In a macroeconomic and geopolitical environment “characterised by uncertainty”, the CMA is proposing to focus on, in particular:
- Harnessing the CMA’s new consumer protection powers and digital markets regime under the Digital Markets, Competition and Consumers Act 2024 (DMCC Act) (covered in more detail below).
- Continuing to bring choice and effective competition in areas of essential consumer spend where people are under financial pressure.
- Encouraging competitive markets for green technology, for example, through the CMA’s Green Agreements Guidance (see our briefing here) and potential work on green heating and energy efficiency.

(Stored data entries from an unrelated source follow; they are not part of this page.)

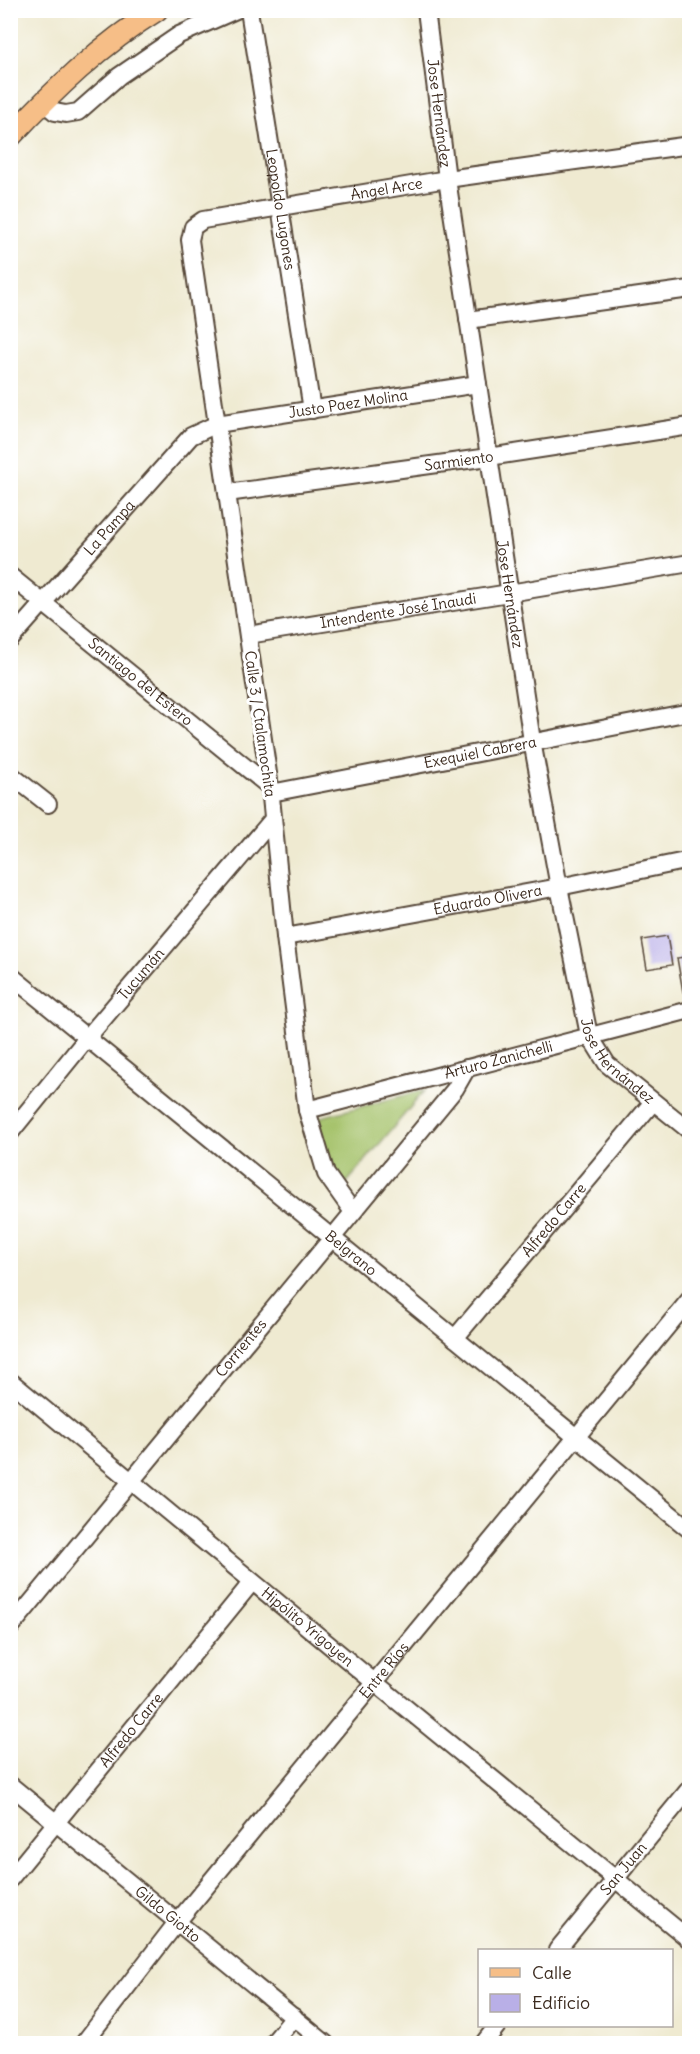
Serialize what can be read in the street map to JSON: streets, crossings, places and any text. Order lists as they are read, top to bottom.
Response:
{
  "streets": {
    "street": [
      "Jose Hernández",
      "Ángel Arce",
      "Leopoldo Lugones",
      "Justo Paez Molina",
      "Sarmiento",
      "La Pampa",
      "Intendente José Inaudi",
      "Santiago del Estero",
      "Calle 3 / Ctalamochita",
      "Exequiel Cabrera",
      "Eduardo Olivera",
      "Tucumán",
      "Arturo Zanichelli",
      "Alfredo Carre",
      "Belgrano",
      "Corrientes",
      "Hipólito Yrigoyen",
      "Entre Ríos",
      "San Juan",
      "Gildo Giotto"
    ]
  },
  "crossings": [
    ["Jose Hernández", "Ángel Arce"],
    ["Jose Hernández", "Justo Paez Molina"],
    ["Jose Hernández", "Sarmiento"],
    ["Jose Hernández", "Intendente José Inaudi"],
    ["Jose Hernández", "Exequiel Cabrera"],
    ["Jose Hernández", "Eduardo Olivera"],
    ["Jose Hernández", "Arturo Zanichelli"],
    ["Jose Hernández", "Alfredo Carre"],
    ["Ángel Arce", "Leopoldo Lugones"],
    ["Ángel Arce", "Calle 3 / Ctalamochita"],
    ["Leopoldo Lugones", "Justo Paez Molina"],
    ["Justo Paez Molina", "La Pampa"],
    ["Justo Paez Molina", "Calle 3 / Ctalamochita"],
    ["Sarmiento", "Calle 3 / Ctalamochita"],
    ["La Pampa", "Santiago del Estero"],
    ["La Pampa", "Calle 3 / Ctalamochita"],
    ["Intendente José Inaudi", "Calle 3 / Ctalamochita"],
    ["Santiago del Estero", "Calle 3 / Ctalamochita"],
    ["Santiago del Estero", "Exequiel Cabrera"],
    ["Calle 3 / Ctalamochita", "Exequiel Cabrera"],
    ["Calle 3 / Ctalamochita", "Eduardo Olivera"],
    ["Calle 3 / Ctalamochita", "Tucumán"],
    ["Calle 3 / Ctalamochita", "Arturo Zanichelli"],
    ["Calle 3 / Ctalamochita", "Corrientes"],
    ["Tucumán", "Belgrano"],
    ["Arturo Zanichelli", "Corrientes"],
    ["Alfredo Carre", "Belgrano"],
    ["Alfredo Carre", "Hipólito Yrigoyen"],
    ["Alfredo Carre", "Gildo Giotto"],
    ["Belgrano", "Corrientes"],
    ["Belgrano", "Entre Ríos"],
    ["Corrientes", "Hipólito Yrigoyen"],
    ["Hipólito Yrigoyen", "Entre Ríos"],
    ["Hipólito Yrigoyen", "San Juan"],
    ["Entre Ríos", "Gildo Giotto"]
  ],
  "legend": ["Calle", "Edificio"]
}
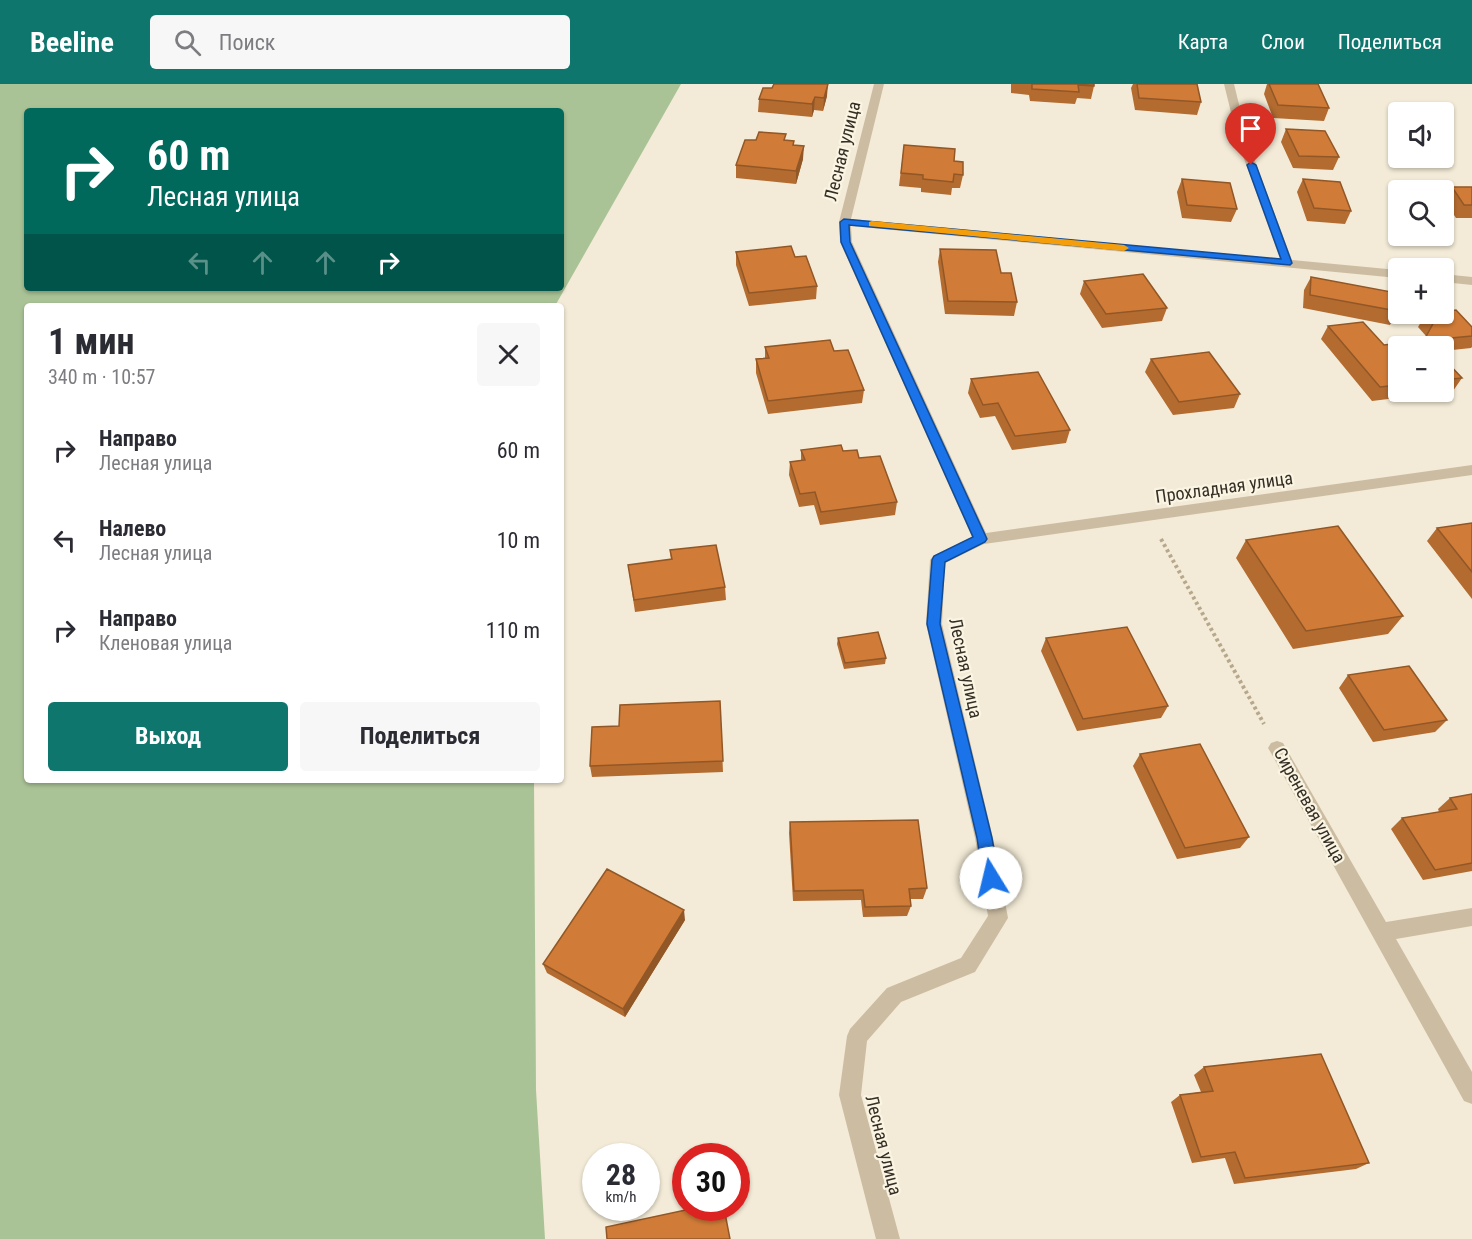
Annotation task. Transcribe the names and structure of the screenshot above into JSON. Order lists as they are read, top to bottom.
{
  "streets": {
    "street": ["Лесная улица", "Прохладная улица", "Сиреневая улица"]
  },
  "crossings": [
    ["Лесная улица", "Прохладная улица"],
    ["Прохладная улица", "Сиреневая улица"]
  ],
  "page": {
    "header": "Beeline",
    "search": "Поиск",
    "nav": ["Карта", "Слои", "Поделиться"],
    "map_buttons": ["+", "−"],
    "turn": ["60 m", "Лесная улица"],
    "heading": ["1 мин", "340 m · 10:57"],
    "list": [
      {
        "name": "Направо",
        "note": "Лесная улица",
        "value": "60 m"
      },
      {
        "name": "Налево",
        "note": "Лесная улица",
        "value": "10 m"
      },
      {
        "name": "Направо",
        "note": "Кленовая улица",
        "value": "110 m"
      }
    ],
    "buttons": ["Выход", "Поделиться"],
    "speed": "28 km/h",
    "limit": "30"
  }
}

- Enabling innovating businesses (both large incumbents and the UK’s start-ups and scale-ups) to invest and compete on a level playing-field, particularly in markets with a material impact on innovation, productivity and growth across the wider economy.
- Continuing to target the CMA’s markets work (including market studies and investigations) in “enabling markets with a multiplier effect” for sectors across the whole UK economy. For example, the CMA will look to identify opportunities to unlock investment in critical infrastructure and support the use of key enabling technologies (such as smart data).
- From an antitrust perspective, supporting public sector savings and productivity gains by focusing on rooting out bid-rigging in public procurement, including through the use of AI and data science capability for detecting illegal conduct.
- Working with government to help priority sectors in the Industrial Strategy develop competitively and to their full potential. The CMA’s view is that a strategy of building UK champions is not inherently anti-competitive, “provided this strength does not result in harms to UK consumers from weak competition at home”.
- Deepening the CMA’s work with UK consumers and businesses. This includes the recently launched CMA Growth and Investment Council, which brings together representatives from a wide range of business groups, as well as from public and private capital. The Council will identify opportunities where pro-competition, pro-innovation policies can drive growth and investment.
On merger control, the CMA’s draft annual plan and recent statements would appear to signal a potentially more flexible approach to the CMA’s review of deals where there are strong efficiency or innovation arguments. There have already been signs of a shift in approach in practice. In December 2024, the CMA announced its decision to clear the Vodafone/Three UK joint venture based on the behavioural remedies offered by the parties, which included investments in infrastructure. In this regard, the draft annual plan confirms the CMA’s intention to launch a review of its approach to merger remedies in 2025. For more information, see our recent newsletter and Horizon Scanning publication.
Reforms under the DMCC Act: spotlight on digital markets and consumer protection
Central to the CMA’s annual plan and strategy are its new powers and responsibilities under the DMCC Act. The DMCC Act introduces major reforms to UK competition and consumer protection laws, which we covered in more detail in a previous edition of this newsletter. In particular:
- The DMCC Act’s new digital markets regime, which came into force on 1 January 2025, will apply to large companies designated by the CMA as having strategic market status (SMS) in respect of a digital activity. SMS firms will be subject to targeted conduct requirements imposed by the CMA for the purposes of fair dealing, open choices and/or trust and transparency. The CMA has recently set out its plans for implementing the regime (see here and here). On 14 January, it announced the launch of its first SMS investigation, with more expected to follow. The draft annual plan highlights the CMA’s readiness to operate the new regime and to remove barriers to innovation and investment in a “targeted, proportionate, and more effective way” for businesses and consumers who rely on digital services.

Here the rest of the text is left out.